Milhares ainda esperam por casas dois anos depois da enchente no Rio Grande do Sul
Dois anos após a maior tragédia climática da história do Rio Grande do Sul, os números da reconstrução habitacional revelam um descompasso evidente entre o tamanho da destruição e a resposta efetiva. As enchentes de 2024 atingiram cerca de 100 mil imóveis em todo o Estado, deixando um rastro de cidades devastadas e milhares de famílias sem casa. A tragédia deixou 185 mortos e 23 pessoas ainda desaparecidas. Ao todo, 478 municípios foram afetados, sendo 95 em situação de calamidade pública e mais de 300 em emergência.
Diante desse cenário, a reconstrução definitiva avança em ritmo lento. Dados oficiais indicam que o governo de Eduardo Leite, entregou pouco mais de uma centena de moradias no primeiro ciclo de reconstrução — com 84 casas concluídas como marco inicial — e, mesmo com novas entregas posteriores, o total segue na casa de poucas centenas. Na prática, isso representa uma fração mínima da demanda: menos de 1% das moradias necessárias para atender as famílias atingidas.
No Vale do Taquari, região mais afetada pela enchente, a situação expõe ainda mais esse contraste. Municípios duramente atingidos registraram entregas pontuais de casas definitivas, enquanto a maior parte das ações ficou concentrada em moradias temporárias — estruturas emergenciais que não resolvem de forma permanente a perda das residências. Além disso, quem mais entregou casas não foram os governos, mas sim empresários, entidades e associações, que não aguentavam mais ver a inércia dos políticos enquanto as pessoas passam por duras necessidades.
O governo afirma que o estado está mais preparado para enfrentar novos eventos extremos, mas reconhece que parte das soluções depende de obras estruturais de grande porte, que exigem projetos complexos e prazos mais longos. "Não está tudo perfeito, naturalmente. É uma jornada um pouco mais longa, mas sem dúvida nenhuma, o Rio Grande do Sul em 2026 está muito melhor preparado do que a gente tinha lá em 2024", afirmou o governador que é muito bom em marketing.
Toda tragédia no Brasil parece seguir o mesmo roteiro. Primeiro vêm as imagens fortes, a comoção nacional e a corrida de autoridades ao local. Depois aparecem os sobrevoos de avaliação, as entrevistas de colete, os comitês de crise, os anúncios de reconstrução, as promessas de recursos e os discursos emocionados. Por alguns dias, tudo parece urgente. Passado o impacto inicial, as câmeras de TV vão embora, a agenda política muda e quem perdeu a casa fica esperando que a promessa vire parede, ponte, drenagem, contenção, rua segura e moradia definitiva.

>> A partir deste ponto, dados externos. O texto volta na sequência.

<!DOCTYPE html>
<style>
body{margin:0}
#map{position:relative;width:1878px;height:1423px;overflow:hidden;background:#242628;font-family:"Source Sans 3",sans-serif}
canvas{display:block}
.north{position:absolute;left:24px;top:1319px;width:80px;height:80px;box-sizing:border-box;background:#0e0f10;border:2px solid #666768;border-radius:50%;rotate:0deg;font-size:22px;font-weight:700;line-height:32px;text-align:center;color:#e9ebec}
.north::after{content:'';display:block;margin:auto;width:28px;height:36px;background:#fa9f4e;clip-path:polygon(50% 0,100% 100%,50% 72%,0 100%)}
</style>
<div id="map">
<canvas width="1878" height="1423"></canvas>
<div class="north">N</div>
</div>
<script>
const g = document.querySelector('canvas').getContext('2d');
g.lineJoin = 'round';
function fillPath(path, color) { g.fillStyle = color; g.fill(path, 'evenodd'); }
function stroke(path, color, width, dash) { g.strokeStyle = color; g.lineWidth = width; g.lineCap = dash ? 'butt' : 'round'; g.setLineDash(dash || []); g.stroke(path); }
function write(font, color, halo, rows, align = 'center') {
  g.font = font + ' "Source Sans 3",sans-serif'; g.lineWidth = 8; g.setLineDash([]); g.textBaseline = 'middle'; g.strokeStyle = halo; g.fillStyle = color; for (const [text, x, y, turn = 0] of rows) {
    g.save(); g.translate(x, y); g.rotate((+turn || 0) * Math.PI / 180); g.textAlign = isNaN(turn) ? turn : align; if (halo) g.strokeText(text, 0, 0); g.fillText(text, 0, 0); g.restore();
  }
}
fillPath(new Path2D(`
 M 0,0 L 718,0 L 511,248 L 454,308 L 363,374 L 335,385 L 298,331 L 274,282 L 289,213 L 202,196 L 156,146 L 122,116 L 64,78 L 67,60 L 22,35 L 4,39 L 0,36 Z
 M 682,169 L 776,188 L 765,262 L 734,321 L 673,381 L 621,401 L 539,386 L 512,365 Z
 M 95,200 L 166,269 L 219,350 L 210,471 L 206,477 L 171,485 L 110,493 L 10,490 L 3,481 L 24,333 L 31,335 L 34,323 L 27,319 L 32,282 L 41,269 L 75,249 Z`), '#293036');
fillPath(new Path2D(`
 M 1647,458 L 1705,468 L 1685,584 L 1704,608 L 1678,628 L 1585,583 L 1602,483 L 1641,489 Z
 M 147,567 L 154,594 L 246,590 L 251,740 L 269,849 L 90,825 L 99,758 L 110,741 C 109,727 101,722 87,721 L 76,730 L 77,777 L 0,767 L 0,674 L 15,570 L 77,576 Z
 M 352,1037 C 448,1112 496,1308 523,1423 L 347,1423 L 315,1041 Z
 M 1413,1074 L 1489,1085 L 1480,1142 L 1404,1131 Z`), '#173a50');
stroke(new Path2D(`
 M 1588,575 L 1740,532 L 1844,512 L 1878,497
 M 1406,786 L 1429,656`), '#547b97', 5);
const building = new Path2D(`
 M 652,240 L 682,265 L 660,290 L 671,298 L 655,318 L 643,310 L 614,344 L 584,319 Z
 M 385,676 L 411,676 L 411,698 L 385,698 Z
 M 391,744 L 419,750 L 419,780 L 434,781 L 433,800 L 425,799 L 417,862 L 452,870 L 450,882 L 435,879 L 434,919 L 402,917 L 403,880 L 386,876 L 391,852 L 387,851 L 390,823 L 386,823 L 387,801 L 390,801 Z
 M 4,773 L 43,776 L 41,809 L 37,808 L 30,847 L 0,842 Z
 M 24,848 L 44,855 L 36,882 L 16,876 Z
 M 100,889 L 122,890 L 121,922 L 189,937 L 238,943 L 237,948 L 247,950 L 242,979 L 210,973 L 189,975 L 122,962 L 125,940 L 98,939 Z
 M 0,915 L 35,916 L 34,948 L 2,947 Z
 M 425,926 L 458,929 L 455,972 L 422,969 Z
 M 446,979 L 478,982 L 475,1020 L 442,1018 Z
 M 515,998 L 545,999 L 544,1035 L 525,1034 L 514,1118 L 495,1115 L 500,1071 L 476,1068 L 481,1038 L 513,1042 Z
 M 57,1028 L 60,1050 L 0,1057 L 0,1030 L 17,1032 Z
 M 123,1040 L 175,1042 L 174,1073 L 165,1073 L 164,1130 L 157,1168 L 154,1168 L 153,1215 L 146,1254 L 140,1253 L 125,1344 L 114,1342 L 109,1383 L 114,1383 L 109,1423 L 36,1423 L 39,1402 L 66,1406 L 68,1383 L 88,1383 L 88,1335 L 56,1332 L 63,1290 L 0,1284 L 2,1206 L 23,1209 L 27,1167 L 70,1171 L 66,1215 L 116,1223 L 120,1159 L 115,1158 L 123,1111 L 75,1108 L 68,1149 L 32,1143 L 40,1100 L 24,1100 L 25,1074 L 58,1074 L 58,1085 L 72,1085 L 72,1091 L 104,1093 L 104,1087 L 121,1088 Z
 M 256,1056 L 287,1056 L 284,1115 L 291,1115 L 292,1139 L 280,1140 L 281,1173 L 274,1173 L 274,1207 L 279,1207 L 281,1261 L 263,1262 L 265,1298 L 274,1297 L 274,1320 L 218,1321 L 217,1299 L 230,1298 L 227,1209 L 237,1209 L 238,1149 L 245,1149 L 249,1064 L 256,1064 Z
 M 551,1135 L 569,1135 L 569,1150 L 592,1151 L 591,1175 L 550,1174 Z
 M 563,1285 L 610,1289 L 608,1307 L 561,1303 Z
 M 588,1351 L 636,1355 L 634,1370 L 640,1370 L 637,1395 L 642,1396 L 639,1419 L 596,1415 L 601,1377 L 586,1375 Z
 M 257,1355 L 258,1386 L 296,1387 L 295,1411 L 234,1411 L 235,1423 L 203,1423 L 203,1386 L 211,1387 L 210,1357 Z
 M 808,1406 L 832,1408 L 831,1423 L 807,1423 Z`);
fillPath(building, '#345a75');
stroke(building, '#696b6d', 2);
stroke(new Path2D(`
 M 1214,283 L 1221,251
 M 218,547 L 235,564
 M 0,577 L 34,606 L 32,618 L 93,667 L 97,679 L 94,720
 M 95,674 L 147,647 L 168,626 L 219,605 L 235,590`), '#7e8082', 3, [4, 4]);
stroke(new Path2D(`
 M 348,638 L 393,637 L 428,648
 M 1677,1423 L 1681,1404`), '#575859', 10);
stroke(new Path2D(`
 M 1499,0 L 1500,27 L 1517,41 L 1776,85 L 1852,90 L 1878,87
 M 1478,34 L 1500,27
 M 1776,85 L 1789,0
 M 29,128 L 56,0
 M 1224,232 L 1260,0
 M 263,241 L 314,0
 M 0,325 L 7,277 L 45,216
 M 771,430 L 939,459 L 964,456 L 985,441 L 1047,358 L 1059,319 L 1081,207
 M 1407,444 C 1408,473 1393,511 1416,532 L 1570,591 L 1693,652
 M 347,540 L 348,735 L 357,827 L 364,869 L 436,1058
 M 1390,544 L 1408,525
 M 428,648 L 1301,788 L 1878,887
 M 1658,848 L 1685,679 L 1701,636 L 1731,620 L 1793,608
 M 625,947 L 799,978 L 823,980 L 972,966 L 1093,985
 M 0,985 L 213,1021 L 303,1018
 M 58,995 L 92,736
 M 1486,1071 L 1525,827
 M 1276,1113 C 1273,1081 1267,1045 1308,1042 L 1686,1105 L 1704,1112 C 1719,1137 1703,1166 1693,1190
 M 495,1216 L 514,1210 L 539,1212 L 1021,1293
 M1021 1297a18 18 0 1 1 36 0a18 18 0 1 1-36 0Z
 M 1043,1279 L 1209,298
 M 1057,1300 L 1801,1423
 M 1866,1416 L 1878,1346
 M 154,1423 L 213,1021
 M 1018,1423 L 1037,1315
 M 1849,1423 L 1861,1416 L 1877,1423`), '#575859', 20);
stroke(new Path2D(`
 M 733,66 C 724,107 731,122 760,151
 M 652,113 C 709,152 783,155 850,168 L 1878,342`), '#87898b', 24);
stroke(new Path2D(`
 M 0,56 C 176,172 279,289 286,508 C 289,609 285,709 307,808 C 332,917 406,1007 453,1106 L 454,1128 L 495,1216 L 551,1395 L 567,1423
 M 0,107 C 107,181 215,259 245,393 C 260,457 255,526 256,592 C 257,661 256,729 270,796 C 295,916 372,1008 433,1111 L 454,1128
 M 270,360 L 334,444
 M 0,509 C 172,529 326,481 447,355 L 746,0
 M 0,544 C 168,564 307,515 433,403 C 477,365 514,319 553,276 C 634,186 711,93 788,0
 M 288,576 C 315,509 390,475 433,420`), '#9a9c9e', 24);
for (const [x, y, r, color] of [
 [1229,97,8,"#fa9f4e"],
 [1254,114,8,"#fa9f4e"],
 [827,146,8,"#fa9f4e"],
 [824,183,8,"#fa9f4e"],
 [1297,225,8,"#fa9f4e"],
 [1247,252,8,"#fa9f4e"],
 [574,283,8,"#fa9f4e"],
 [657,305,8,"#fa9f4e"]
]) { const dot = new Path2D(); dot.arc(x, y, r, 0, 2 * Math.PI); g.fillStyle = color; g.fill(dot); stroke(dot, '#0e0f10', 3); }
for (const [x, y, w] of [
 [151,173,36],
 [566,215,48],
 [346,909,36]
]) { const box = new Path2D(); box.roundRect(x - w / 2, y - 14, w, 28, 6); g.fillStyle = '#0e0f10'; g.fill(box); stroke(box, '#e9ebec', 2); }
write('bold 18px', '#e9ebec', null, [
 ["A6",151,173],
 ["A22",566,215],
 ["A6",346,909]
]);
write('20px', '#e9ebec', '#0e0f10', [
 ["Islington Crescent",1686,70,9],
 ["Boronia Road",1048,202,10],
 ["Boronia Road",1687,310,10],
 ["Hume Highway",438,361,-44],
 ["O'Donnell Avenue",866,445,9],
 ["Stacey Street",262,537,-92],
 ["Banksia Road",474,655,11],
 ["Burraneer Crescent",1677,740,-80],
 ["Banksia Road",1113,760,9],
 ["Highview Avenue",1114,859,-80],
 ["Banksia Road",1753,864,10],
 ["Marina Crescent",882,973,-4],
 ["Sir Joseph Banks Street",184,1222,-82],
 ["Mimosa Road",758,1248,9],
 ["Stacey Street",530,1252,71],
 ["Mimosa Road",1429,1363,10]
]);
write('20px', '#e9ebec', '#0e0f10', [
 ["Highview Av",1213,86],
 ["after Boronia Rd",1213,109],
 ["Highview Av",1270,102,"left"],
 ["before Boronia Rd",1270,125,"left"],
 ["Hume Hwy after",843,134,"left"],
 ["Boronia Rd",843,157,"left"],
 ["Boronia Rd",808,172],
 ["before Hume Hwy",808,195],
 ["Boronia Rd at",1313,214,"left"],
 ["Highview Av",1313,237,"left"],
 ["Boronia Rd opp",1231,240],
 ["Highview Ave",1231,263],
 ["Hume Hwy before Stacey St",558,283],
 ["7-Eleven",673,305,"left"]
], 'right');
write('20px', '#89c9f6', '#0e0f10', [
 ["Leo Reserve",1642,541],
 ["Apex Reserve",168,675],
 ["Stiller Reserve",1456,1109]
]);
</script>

O governo estadual afirma ter garantido R$ 14 bilhões para ações do Plano Rio Grande, com 227 projetos e ações de reconstrução em municípios atingidos por calamidade. Também foram anunciados repasses para obras de recuperação e modernização de estruturas de proteção, especialmente em Porto Alegre e Canoas.
No campo habitacional, o governo federal informou que já contratou 10.588 moradias para famílias atingidas pelas enchentes, com R$ 2,1 bilhões destinados à modalidade Compra Assistida do Minha Casa, Minha Vida Reconstrução. Também há previsão de construção de outras 9.350 novas moradias no estado. São números importantes, mas a pergunta que fica para quem ainda vive de forma provisória é simples: quando a promessa chega na porta de casa?
A infraestrutura também revela a distância entre anúncio e entrega. Levantamento sobre a recuperação das rodovias estaduais afetadas aponta 48 obras previstas via Fundo do Plano Rio Grande, sendo 33 em estradas e 15 em pontes. Até março de 2026, nenhuma dessas 48 obras havia sido entregue; 19 estavam em andamento, 20 em fase de projeto e 9 em estudo de viabilidade.
O que podemos perceber até agora, é que o atual governador Eduardo Leite e seu vice, Gabriel Souza são muito bons de marketing e mídia. Na semana passada realizaram uma entrevista coletiva para falar de planos e mais planos, porém, quem perdeu tudo e até agora não teve nenhum apoio do governo estadual e federal, não quer saber mais de planos e promessas, quer algo sério e de verdade, não de faz de conta.